Monday, February 18, 2013

Home Sweet Horror



            Toni Morrison’s 1987 novel Beloved recounts the true story of escaped slave Margaret Garner, who slit her baby daughter’s throat to save her from being recaptured into slavery. The main character in Beloved, Sethe, does the same, and is subsequently haunted by her murdered child’s spirit.
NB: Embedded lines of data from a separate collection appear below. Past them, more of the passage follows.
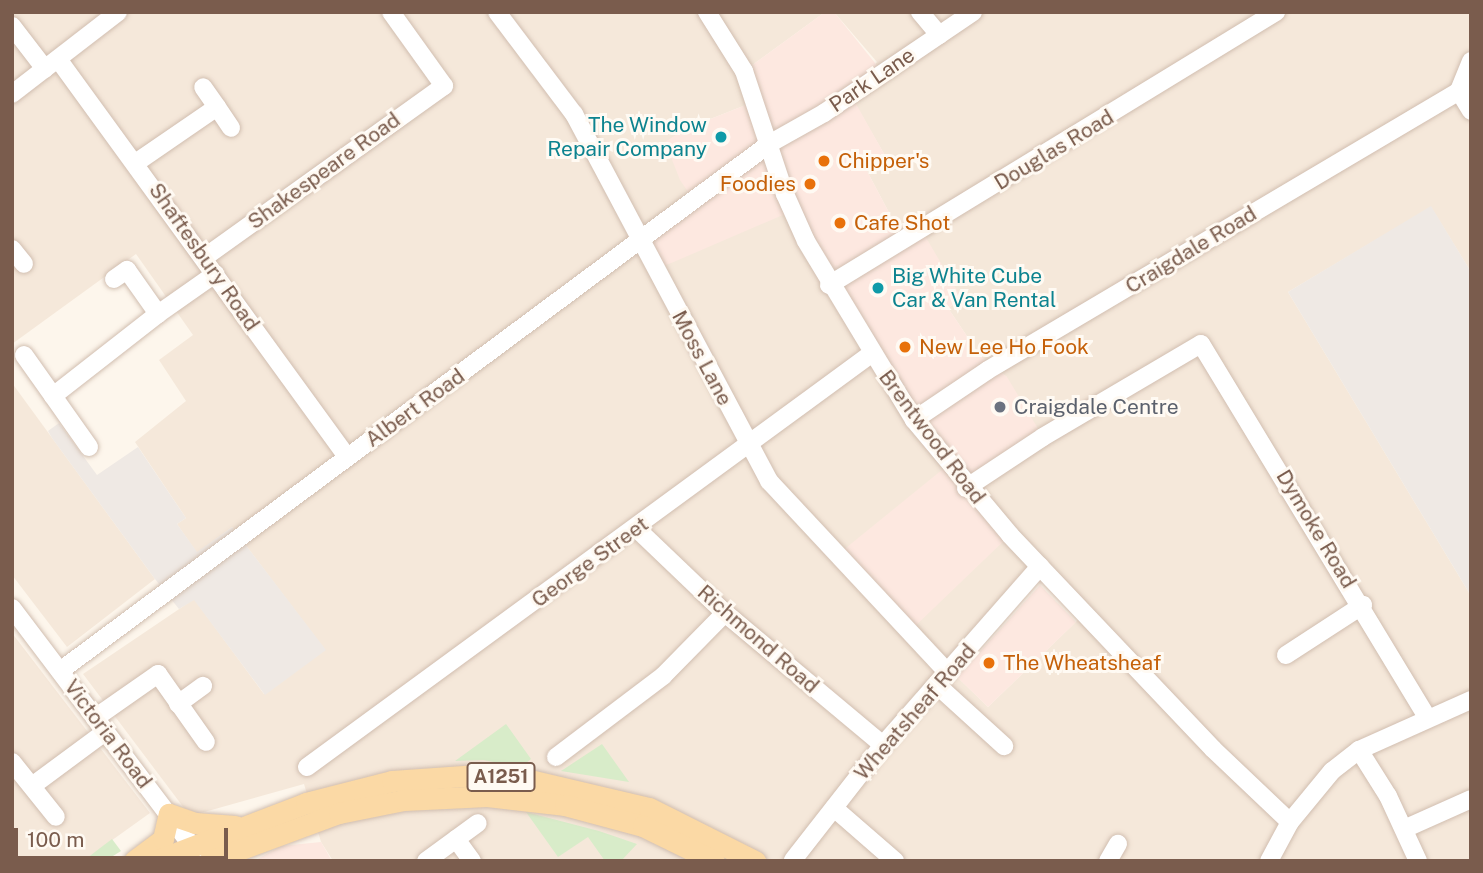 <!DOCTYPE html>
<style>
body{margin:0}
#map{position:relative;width:1483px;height:873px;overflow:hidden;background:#fdf6ec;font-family:"Public Sans",sans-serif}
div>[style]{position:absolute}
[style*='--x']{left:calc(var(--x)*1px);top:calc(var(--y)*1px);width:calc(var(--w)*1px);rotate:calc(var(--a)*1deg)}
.residential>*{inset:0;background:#f5e8da}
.commercial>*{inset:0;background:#fde8e0}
.industrial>*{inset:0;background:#efe9e4}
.green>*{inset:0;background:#d8ecc9}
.roads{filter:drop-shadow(0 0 2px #d1beb0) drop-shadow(0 0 2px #d1beb0)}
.minor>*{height:18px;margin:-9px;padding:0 9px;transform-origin:9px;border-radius:9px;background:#fff}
.major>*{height:21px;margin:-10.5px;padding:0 10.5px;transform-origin:10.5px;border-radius:10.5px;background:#fbd9a5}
.dots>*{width:19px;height:19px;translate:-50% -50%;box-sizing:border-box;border:4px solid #fffaf3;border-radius:50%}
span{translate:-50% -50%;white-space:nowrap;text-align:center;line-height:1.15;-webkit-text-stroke:6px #fffaf3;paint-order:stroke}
.shield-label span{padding:2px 5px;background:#fffaf3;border:2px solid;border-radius:5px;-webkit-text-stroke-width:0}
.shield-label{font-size:19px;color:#7a5c4d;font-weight:700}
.street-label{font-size:21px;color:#7a5c4d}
.culture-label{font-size:21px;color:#0d838f}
.right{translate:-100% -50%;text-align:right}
.left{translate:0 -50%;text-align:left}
.food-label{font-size:21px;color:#c56008}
.worship-label{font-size:21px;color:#5b616d}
.frame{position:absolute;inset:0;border:14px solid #7a5c4d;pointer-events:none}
.scale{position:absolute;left:14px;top:828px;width:214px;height:32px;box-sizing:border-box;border:4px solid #7a5c4d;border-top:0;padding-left:9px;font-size:21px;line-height:24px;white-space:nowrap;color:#7a5c4d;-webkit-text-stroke:5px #fffaf3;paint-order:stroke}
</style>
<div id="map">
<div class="residential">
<div style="clip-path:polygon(evenodd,12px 12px,825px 12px,744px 71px,756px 101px,685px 129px,792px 211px,966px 488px,1007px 377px,981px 357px,948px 308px,961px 300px,903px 239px,867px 171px,887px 159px,850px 95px,877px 62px,834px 12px,1471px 12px,1471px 272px,1431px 207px,1288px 292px,1471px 596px,1471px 861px,333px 861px,321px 842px,304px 784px,190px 816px,83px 674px,194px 599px,264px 694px,325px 650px,232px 527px,197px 553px,177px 524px,186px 518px,135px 442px,186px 401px,159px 360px,193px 335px,136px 254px,12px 344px,12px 12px,1040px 567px,1084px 614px,988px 707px,950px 670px,1040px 567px)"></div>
<div style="clip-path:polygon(12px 383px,155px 579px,67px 647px,12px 575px)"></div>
<div style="clip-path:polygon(12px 633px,150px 813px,83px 861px,18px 861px,12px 853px)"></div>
</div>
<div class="commercial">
<div style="clip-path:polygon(825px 12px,834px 12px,883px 73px,851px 95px,887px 159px,867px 171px,903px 239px,921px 229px,962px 299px,948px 308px,981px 357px,1007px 377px,1043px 437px,973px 482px,1010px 535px,910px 631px,836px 556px,948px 465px,792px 211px,662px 267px,648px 237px,695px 202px,680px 180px,665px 142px,685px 129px,756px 101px,744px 71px)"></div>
<div style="clip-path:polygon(1040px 585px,1076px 622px,988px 707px,957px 677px)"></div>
<div style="clip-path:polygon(321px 842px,332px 861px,254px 861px,281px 846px)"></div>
</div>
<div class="industrial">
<div style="clip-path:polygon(1431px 206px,1471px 272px,1471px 596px,1288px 292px)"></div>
<div style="clip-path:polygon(59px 423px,97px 475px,138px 447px,186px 518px,177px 524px,197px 552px,232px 527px,326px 650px,265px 695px,194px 600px,179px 609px,155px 579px,52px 438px,48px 431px)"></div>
</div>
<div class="green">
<div style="clip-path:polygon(506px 724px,531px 759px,521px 767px,483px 760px,455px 761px)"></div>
<div style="clip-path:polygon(602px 744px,629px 782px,561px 771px)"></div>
<div style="clip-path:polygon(526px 812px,599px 831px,637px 844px,621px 861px,605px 861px,588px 837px,558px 857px)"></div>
<div style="clip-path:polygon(112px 839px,121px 851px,105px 861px,83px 861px)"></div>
</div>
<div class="roads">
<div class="minor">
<div style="--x:497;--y:12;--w:128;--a:53"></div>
<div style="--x:574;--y:114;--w:416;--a:62"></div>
<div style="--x:769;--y:481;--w:262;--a:47"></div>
<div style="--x:707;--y:12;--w:70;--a:57.9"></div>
<div style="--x:744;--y:71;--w:130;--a:71.6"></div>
<div style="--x:785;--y:194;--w:51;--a:65.9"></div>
<div style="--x:806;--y:241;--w:209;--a:58.9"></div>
<div style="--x:914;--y:420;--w:150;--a:50.1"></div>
<div style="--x:1010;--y:535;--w:295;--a:46.5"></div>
<div style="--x:1213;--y:749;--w:106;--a:43.5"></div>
<div style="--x:920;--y:12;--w:30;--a:50"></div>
<div style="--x:12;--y:26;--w:54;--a:52.5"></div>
<div style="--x:58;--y:59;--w:492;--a:54"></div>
<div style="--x:1471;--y:61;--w:32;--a:112"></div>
<div style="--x:1459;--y:91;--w:23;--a:59"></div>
<div style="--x:12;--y:94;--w:134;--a:-37.7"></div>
<div style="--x:217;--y:107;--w:25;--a:56"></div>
<div style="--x:137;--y:162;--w:97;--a:-34.5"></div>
<div style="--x:217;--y:107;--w:24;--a:-125"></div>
<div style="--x:12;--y:249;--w:19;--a:51"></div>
<div style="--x:205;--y:257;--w:294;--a:-35.6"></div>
<div style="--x:444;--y:86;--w:91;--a:-125.6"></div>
<div style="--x:114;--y:279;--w:16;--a:-35"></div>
<div style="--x:127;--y:270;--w:54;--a:54.8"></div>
<div style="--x:158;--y:314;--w:70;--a:-35.1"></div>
<div style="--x:829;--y:285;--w:524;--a:-31.41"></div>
<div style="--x:24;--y:355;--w:50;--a:54.7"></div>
<div style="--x:914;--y:420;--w:89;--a:-34"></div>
<div style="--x:988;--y:370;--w:561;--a:-30.63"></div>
<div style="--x:89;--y:447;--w:62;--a:-125.2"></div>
<div style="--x:53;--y:396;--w:133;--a:-38"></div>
<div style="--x:966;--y:488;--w:92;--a:-33.5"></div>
<div style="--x:1043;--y:437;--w:183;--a:-30.5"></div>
<div style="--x:1201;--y:344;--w:436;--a:58.8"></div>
<div style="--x:637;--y:529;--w:122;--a:43.7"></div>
<div style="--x:725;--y:613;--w:206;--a:39.9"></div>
<div style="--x:12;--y:608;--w:310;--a:52.9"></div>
<div style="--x:1286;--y:655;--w:92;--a:-33"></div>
<div style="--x:60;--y:671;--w:883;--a:-36.62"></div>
<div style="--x:769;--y:144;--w:63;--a:-29.4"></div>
<div style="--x:824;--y:113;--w:180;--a:-34.1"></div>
<div style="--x:937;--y:685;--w:91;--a:42.3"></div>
<div style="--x:178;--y:704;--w:31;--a:-36"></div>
<div style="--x:95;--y:718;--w:77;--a:-34.9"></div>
<div style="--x:158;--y:674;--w:83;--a:54.8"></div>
<div style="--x:1359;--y:750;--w:54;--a:57.8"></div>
<div style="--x:1388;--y:796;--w:72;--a:65.2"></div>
<div style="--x:556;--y:757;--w:134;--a:-37.1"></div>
<div style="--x:663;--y:676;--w:88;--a:-45.5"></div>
<div style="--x:12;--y:762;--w:70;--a:51.3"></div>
<div style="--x:307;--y:767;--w:699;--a:-36.21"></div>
<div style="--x:32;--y:786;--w:91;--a:-36.5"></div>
<div style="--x:834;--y:808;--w:81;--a:41"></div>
<div style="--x:1404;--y:829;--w:73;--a:-24.1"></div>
<div style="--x:456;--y:839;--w:27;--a:54"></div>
<div style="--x:793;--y:860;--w:146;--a:-52"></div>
<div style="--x:883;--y:745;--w:238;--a:-48.7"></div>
<div style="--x:426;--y:861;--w:64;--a:-36.2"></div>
<div style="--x:1108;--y:861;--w:20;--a:-60"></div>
<div style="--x:1269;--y:861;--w:44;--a:-61.7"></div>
<div style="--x:1290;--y:822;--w:66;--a:-50.5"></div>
<div style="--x:1332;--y:771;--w:34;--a:-38"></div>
<div style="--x:1359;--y:750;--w:123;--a:-24.1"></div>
</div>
<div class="major">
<div style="--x:134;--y:861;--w:36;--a:-37"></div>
<div style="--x:163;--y:839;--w:26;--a:-77"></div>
<div style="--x:169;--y:814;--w:28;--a:19"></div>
<div style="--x:195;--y:823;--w:40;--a:4.3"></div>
<div style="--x:155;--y:861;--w:162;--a:-21"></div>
<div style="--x:306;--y:803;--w:89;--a:-14.3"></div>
<div style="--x:392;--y:781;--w:86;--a:-4"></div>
<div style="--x:478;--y:775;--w:43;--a:4"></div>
<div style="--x:521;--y:778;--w:131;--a:13.2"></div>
<div style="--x:649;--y:808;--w:119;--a:26.6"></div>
<div style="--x:209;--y:861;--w:139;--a:-20.3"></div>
<div style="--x:339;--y:813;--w:66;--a:-11.3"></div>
<div style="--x:404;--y:800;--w:83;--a:-2.8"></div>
<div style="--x:487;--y:796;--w:79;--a:6.6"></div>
<div style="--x:565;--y:805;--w:81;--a:15.1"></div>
<div style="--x:643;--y:826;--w:79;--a:26.2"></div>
</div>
</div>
<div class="dots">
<div style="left:721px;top:137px;background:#0f9aa8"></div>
<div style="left:824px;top:161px;background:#e8710a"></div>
<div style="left:810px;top:184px;background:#e8710a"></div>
<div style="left:840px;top:223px;background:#e8710a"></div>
<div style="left:878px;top:288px;background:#0f9aa8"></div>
<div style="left:905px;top:347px;background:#e8710a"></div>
<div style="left:1000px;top:407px;background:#6b7280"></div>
<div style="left:989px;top:663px;background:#e8710a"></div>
</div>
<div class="shield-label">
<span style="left:501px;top:777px">A1251</span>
</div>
<div class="street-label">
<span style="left:872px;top:80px;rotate:-34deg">Park Lane</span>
<span style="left:1054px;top:150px;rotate:-31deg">Douglas Road</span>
<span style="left:324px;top:171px;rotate:-36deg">Shakespeare Road</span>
<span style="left:1191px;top:250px;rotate:-31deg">Craigdale Road</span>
<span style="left:204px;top:257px;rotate:55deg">Shaftesbury Road</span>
<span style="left:702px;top:358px;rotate:62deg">Moss Lane</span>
<span style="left:415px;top:408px;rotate:-36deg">Albert Road</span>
<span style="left:932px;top:437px;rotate:53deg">Brentwood Road</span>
<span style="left:1316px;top:529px;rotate:59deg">Dymoke Road</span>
<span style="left:590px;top:562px;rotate:-36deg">George Street</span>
<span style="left:758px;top:639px;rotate:41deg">Richmond Road</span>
<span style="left:915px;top:712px;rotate:-49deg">Wheatsheaf Road</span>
<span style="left:108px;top:734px;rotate:53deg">Victoria Road</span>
</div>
<div class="culture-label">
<span class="right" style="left:707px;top:137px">The Window<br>Repair Company</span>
<span class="left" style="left:892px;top:288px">Big White Cube<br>Car &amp; Van Rental</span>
</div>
<div class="food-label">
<span class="left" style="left:838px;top:161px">Chipper's</span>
<span class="right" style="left:796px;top:184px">Foodies</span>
<span class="left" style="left:854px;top:223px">Cafe Shot</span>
<span class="left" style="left:919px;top:347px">New Lee Ho Fook</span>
<span class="left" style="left:1003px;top:663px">The Wheatsheaf</span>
</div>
<div class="worship-label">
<span class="left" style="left:1014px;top:407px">Craigdale Centre</span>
</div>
<div class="frame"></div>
<div class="scale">100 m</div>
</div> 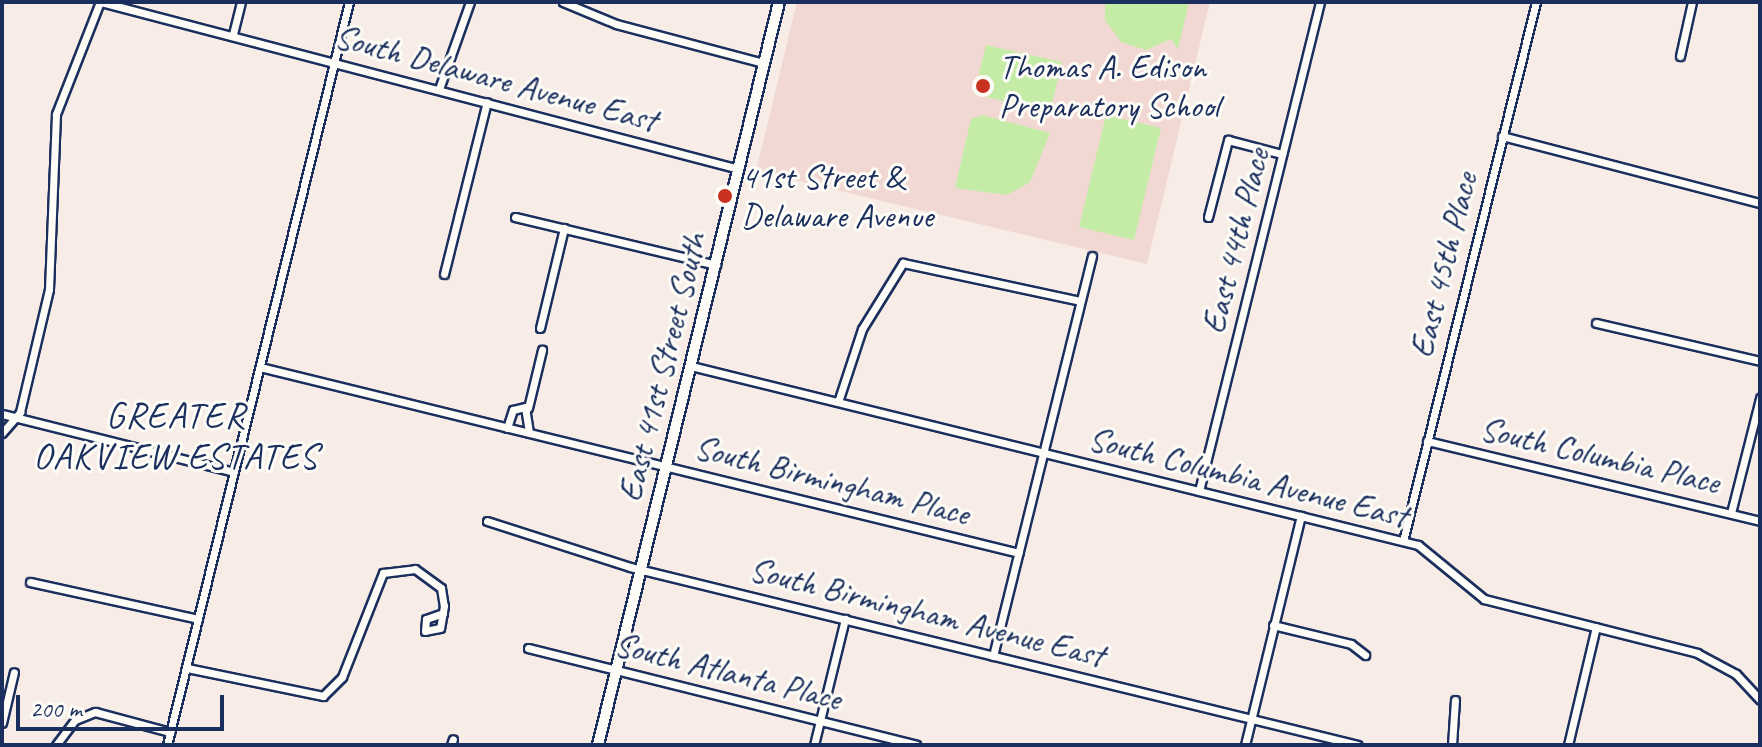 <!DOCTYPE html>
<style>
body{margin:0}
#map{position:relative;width:1762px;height:747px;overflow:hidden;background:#f8ece7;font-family:Caveat,sans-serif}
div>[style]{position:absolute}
.built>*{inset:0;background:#f2d8d3}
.green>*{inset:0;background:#c5eca6}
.roads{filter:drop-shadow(2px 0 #1b2f5e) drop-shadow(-2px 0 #1b2f5e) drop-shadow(0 2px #1b2f5e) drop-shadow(0 -2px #1b2f5e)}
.street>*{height:7px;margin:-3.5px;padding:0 3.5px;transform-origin:3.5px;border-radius:3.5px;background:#fdfcf7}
.secondary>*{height:10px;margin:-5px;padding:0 5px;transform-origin:5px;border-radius:5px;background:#fdfcf7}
.dots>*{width:22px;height:22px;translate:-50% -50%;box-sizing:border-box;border:4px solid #fdfcf7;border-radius:50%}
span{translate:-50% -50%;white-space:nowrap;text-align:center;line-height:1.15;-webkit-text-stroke:6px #fdfcf7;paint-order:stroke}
.poi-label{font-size:34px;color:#1b2f5e}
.left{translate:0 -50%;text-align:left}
.street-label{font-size:34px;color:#1b2f5e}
.neighbourhood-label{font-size:36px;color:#1b2f5e;letter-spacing:2px}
.frame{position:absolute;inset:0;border:4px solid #1b2f5e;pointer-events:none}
.scale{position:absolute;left:16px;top:695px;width:208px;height:36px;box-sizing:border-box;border:4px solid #1b2f5e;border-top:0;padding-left:10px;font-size:24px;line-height:28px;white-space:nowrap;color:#1b2f5e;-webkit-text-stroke:6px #fdfcf7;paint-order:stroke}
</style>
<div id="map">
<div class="built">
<div style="clip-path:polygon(797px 2px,1210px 2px,1147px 264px,756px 171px)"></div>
</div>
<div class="green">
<div style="clip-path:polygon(1105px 2px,1189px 2px,1178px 49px,1171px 39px,1146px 50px,1121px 42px,1105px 20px)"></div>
<div style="clip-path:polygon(986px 45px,1062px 62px,1050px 112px,974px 94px)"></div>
<div style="clip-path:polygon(982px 115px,1050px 133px,1030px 182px,1007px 195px,955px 188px,971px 119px)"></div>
<div style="clip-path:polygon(1106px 115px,1161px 128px,1134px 240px,1079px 227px)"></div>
</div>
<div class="roads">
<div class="street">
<div style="left:101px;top:2px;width:659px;rotate:14.67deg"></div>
<div style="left:563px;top:2px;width:57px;rotate:22.5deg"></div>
<div style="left:616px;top:24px;width:153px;rotate:14.8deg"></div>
<div style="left:233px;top:34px;width:33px;rotate:-76deg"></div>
<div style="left:1680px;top:56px;width:55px;rotate:-77.5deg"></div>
<div style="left:439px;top:89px;width:92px;rotate:-70.4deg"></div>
<div style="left:1502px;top:136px;width:267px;rotate:14.6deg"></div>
<div style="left:515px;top:217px;width:207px;rotate:13.4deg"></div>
<div style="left:1208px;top:217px;width:80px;rotate:-75.4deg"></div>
<div style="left:1228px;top:140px;width:56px;rotate:14.5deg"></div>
<div style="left:444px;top:274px;width:177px;rotate:-76deg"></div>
<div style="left:1596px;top:323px;width:168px;rotate:13deg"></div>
<div style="left:540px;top:328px;width:103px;rotate:-76.5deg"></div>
<div style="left:691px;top:366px;width:749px;rotate:13.83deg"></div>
<div style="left:1418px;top:545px;width:85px;rotate:39.3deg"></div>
<div style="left:1484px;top:599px;width:220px;rotate:14.2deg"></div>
<div style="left:1697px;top:653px;width:44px;rotate:28.3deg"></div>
<div style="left:1736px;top:674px;width:35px;rotate:47deg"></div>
<div style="left:260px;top:367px;width:781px;rotate:13.77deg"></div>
<div style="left:838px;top:402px;width:77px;rotate:-71.8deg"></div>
<div style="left:862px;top:329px;width:78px;rotate:-58.2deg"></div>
<div style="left:903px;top:263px;width:181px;rotate:12.1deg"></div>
<div style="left:528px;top:408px;width:60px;rotate:-76.4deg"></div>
<div style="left:2px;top:414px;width:239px;rotate:14deg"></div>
<div style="left:507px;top:428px;width:19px;rotate:-72deg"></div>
<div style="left:513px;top:410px;width:12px;rotate:-14deg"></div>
<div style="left:525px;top:407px;width:26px;rotate:81deg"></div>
<div style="left:2px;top:433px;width:28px;rotate:-49deg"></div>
<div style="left:20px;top:412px;width:126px;rotate:-76.7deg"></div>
<div style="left:49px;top:289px;width:175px;rotate:-87.7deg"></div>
<div style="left:56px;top:114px;width:120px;rotate:-68.6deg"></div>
<div style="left:1427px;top:441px;width:342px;rotate:13.5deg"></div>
<div style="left:1199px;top:491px;width:504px;rotate:-76.1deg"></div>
<div style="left:1731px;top:513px;width:119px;rotate:-75.8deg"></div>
<div style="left:487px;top:521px;width:150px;rotate:17.8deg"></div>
<div style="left:630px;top:567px;width:749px;rotate:13.74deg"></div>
<div style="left:1403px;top:541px;width:555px;rotate:-76.14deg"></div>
<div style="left:30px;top:582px;width:172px;rotate:12.4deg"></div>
<div style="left:1273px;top:625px;width:80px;rotate:13.7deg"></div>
<div style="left:1351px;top:644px;width:18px;rotate:38deg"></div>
<div style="left:528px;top:648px;width:400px;rotate:14deg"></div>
<div style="left:993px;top:656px;width:412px;rotate:-76.1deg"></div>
<div style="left:187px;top:668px;width:139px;rotate:11.6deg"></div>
<div style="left:323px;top:696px;width:27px;rotate:-45deg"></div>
<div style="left:342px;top:677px;width:112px;rotate:-68.5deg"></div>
<div style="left:383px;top:573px;width:32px;rotate:-7deg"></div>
<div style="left:415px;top:569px;width:32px;rotate:36deg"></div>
<div style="left:441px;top:588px;width:18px;rotate:81deg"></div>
<div style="left:444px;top:606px;width:22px;rotate:100deg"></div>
<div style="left:440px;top:628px;width:15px;rotate:169deg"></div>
<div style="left:425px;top:631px;width:12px;rotate:-85deg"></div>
<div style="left:426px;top:619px;width:18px;rotate:-19deg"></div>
<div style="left:2px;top:723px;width:52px;rotate:-76.8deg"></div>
<div style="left:56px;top:745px;width:31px;rotate:-53deg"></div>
<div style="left:75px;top:720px;width:22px;rotate:-22deg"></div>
<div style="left:95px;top:712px;width:78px;rotate:14.9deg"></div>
<div style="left:167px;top:745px;width:765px;rotate:-76.24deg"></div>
<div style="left:451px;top:745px;width:6px;rotate:-72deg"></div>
<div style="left:814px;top:745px;width:130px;rotate:-76.2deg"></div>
<div style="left:1245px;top:745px;width:236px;rotate:-76.3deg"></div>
<div style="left:1452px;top:745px;width:45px;rotate:-86.2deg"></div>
<div style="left:1568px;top:745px;width:121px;rotate:-76.7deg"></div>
</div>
<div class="secondary">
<div style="left:598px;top:745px;width:765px;rotate:-76.31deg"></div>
</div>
</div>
<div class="dots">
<div style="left:983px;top:86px;background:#c8321e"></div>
<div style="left:725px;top:196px;background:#c8321e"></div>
</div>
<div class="poi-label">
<span class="left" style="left:999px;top:86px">Thomas A. Edison<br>Preparatory School</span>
<span class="left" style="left:741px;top:196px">41st Street &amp;<br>Delaware Avenue</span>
</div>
<div class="street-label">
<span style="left:496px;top:78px;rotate:15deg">South Delaware Avenue East</span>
<span style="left:1235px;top:241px;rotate:-76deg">East 44th Place</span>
<span style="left:1443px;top:265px;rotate:-76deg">East 45th Place</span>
<span style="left:662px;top:367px;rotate:-76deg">East 41st Street South</span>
<span style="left:1600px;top:455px;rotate:13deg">South Columbia Place</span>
<span style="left:1248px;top:477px;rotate:14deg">South Columbia Avenue East</span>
<span style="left:832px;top:480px;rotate:14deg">South Birmingham Place</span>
<span style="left:927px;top:612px;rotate:14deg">South Birmingham Avenue East</span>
<span style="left:728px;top:671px;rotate:14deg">South Atlanta Place</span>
</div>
<div class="neighbourhood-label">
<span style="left:176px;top:436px">GREATER<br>OAKVIEW ESTATES</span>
</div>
<div class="frame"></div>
<div class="scale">200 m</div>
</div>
            There are two main settings in Beloved: 124 Bluestone Rd. is the house on the outskirts of Cincinnati, Ohio where Sethe escapes to; the other is Sweet Home, Kentucky, which is the plantation where she was a slave. These locations practically serve as characters in the novel, as they are continually personified, from the first line of the book: “124 was spiteful”(9). Each section begins this way, the second with, “124 was loud”(195), and the third with,“124 was quiet”(275). These moments serve as markers for the progression of the story, as well as the characters. This house, teeming with the spirits, leaves the place and its inhabitants in torment: it causes disturbances and overtakes the consciences of whoever enters. When her daughter Denver begs her to leave, Sethe says, “I got a tree on my back and a haint in my house…but…I will never run from another thing on this earth”(23). Is it that she really doesn’t want to move again, or that she fears being without the spirit, there to make sure she doesn’t forget her lost child?
            While 124 Bluestone Rd. is described as the haunted house, Sweet Home is described in more pleasant terms than one would expect: “although there was not a leaf on that farm that did not make her want to scream, it rolled itself out before her in shameless beauty. It never looked as terrible as it was and it made her wonder if hell was a pretty place too” (13). Sethe’s marriage as a slave to her husband Halle she considers a blessing, one which she “could lean on, as though Sweet Home really was one” (33). It is odd—the picture Sethe paints of Sweet Home does not at first seem so awful. However, Sethe kills her own baby to keep her from going back there. It is this juxtaposition of the appearance with the reality that reveals a new facet of truth to this world. We as readers never anticipate that beneath “the most beautiful sycamores in the world” Sethe would get gang raped and whipped so badly with a cowhide she can no longer feel her back. For a moment we were under the illusion that perhaps things would be okay here, which makes Sethe’s nightmarish revelations all the more shocking, terrible and wrong.
            The characters of Mr. and Mrs. Garner represent a similar disparity. Mr. Garner boasts that "'at Sweet Home, my niggers is men every one of em. Bought em thataway, raised em thataway. Men every one'"(18).  He is proud of them, and allowed them “to buy a mother, choose a horse or a wife, handle guns, even learn reading if they wanted to” (125). However, beneath that surface, just like beneath the façade of Sweet Home’s beauty, the Garners were still slave owners. As Halle points out, he did let him buy his mother, but "she worked [t]here for ten years. If she worked another ten you think she would've made it out? I pay him or her last years and in return he got you, me and three more coming up"(226).
            These places, and the characters that occupy them, serve as a startlingly discrepant setting that in the end shows that—of this culture of which so many pictures have been painted—perhaps we will never know the truth.